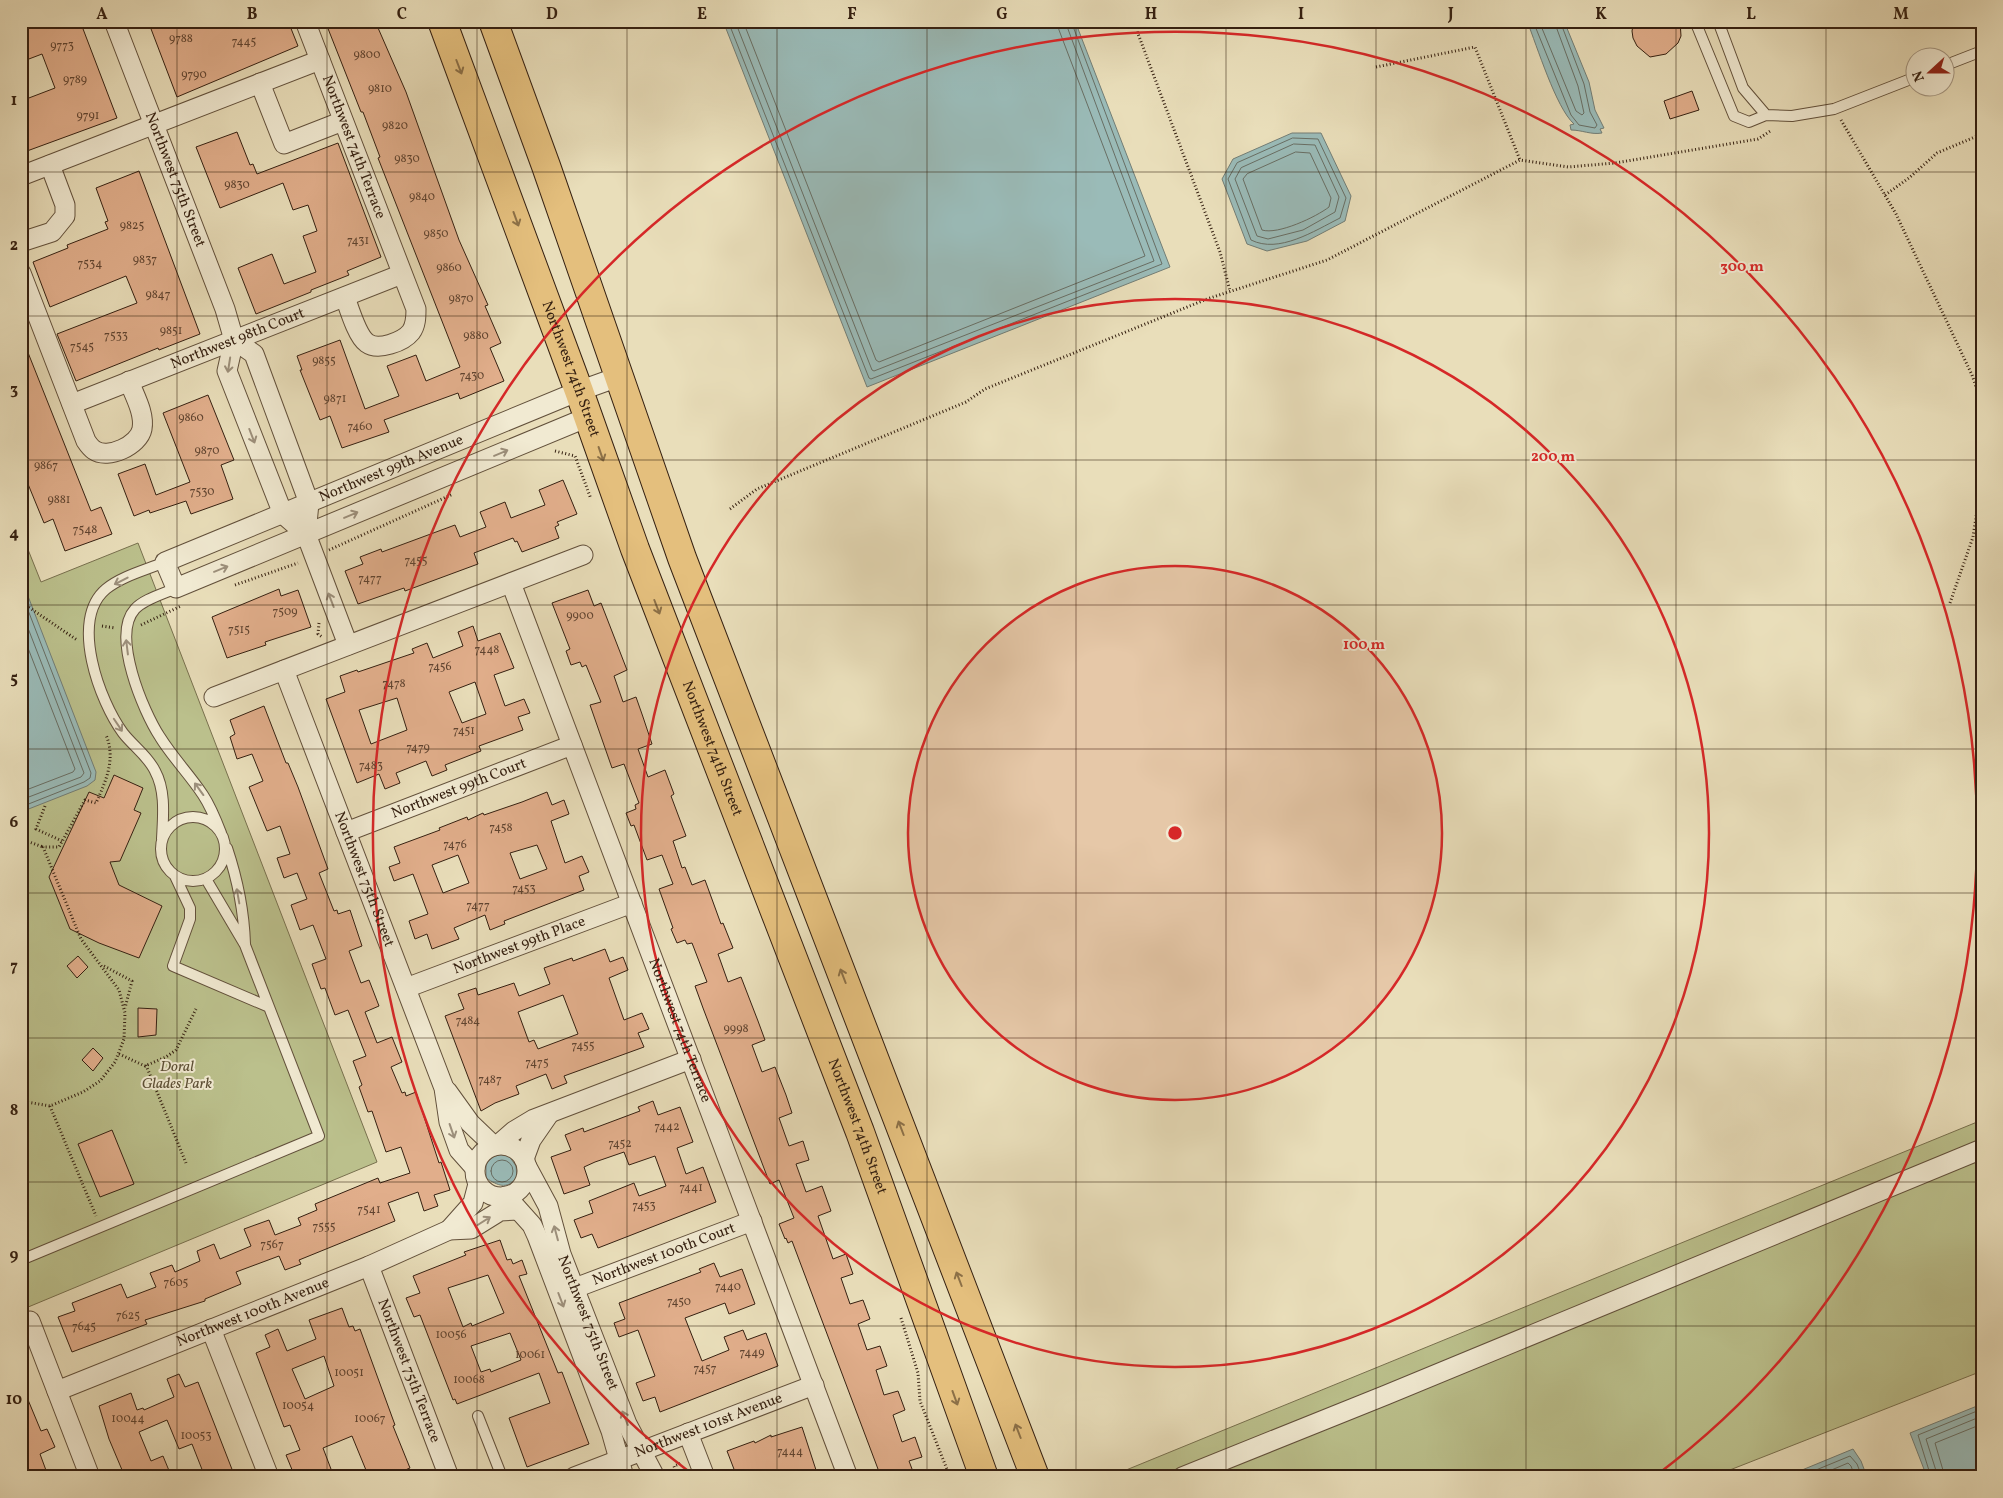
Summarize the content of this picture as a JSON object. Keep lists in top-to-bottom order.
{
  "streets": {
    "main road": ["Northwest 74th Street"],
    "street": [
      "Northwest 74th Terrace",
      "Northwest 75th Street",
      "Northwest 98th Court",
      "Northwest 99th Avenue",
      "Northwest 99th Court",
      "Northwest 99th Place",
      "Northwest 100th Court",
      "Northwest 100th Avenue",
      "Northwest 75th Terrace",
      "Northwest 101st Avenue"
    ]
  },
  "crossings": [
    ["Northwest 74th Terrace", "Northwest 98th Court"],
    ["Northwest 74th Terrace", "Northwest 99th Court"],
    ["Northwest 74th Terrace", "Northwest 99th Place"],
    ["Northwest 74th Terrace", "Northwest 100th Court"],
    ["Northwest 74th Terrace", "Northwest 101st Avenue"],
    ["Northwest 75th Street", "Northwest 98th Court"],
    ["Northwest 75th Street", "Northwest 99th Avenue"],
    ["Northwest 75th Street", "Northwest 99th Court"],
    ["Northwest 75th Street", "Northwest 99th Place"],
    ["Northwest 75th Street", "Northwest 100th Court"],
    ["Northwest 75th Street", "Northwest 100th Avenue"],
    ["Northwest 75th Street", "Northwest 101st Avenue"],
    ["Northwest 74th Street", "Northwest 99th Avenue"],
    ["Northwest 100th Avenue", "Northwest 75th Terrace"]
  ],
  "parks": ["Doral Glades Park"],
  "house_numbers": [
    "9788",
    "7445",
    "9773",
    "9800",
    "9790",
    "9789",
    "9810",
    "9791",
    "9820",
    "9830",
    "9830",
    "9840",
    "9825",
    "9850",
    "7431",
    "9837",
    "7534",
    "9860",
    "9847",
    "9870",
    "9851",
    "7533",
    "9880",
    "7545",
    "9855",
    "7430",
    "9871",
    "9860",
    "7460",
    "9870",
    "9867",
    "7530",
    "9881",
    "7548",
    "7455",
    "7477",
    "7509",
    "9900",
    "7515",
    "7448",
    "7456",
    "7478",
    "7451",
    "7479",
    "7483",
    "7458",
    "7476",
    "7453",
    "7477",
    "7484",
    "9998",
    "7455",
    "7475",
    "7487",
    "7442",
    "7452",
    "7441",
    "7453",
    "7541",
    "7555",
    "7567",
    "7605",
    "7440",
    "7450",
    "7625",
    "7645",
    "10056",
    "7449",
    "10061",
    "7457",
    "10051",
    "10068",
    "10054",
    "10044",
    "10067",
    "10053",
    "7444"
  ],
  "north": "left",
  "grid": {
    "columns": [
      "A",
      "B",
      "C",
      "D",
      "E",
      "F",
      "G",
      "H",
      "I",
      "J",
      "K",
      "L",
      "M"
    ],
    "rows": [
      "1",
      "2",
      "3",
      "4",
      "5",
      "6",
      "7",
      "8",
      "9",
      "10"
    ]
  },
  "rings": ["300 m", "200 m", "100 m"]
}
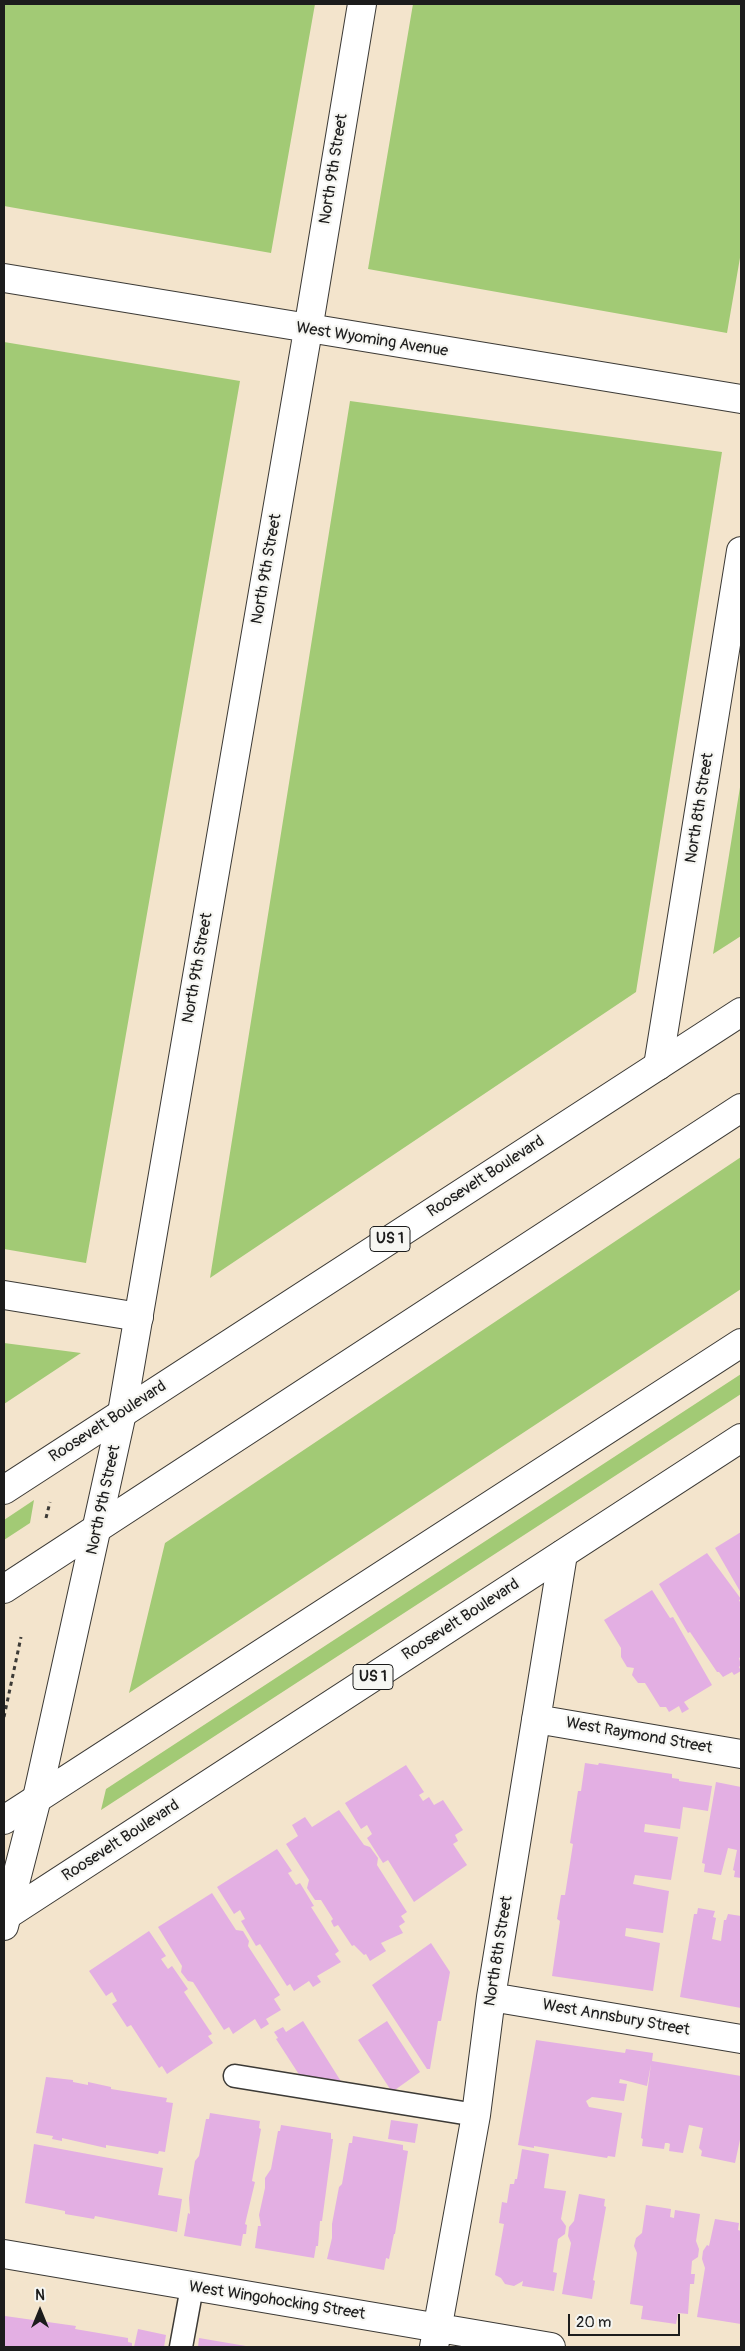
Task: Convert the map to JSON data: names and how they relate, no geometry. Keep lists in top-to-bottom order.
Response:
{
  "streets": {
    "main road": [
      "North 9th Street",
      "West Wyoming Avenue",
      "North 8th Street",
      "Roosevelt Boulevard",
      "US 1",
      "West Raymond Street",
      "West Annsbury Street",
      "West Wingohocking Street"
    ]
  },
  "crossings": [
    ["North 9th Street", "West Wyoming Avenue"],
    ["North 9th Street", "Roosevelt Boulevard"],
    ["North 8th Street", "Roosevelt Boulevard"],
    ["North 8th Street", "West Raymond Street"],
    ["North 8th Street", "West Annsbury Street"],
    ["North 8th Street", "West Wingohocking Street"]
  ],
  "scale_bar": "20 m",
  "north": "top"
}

▶ [Task details]: I need every line from the material that contains the word "JSON".

▶ [Completed exercise]:
Summarize the content of this picture as a JSON object. Keep lists in top-to-bottom order.
Task: Convert the map to JSON data: names and how they relate, no geometry. Keep lists in top-to-bottom order.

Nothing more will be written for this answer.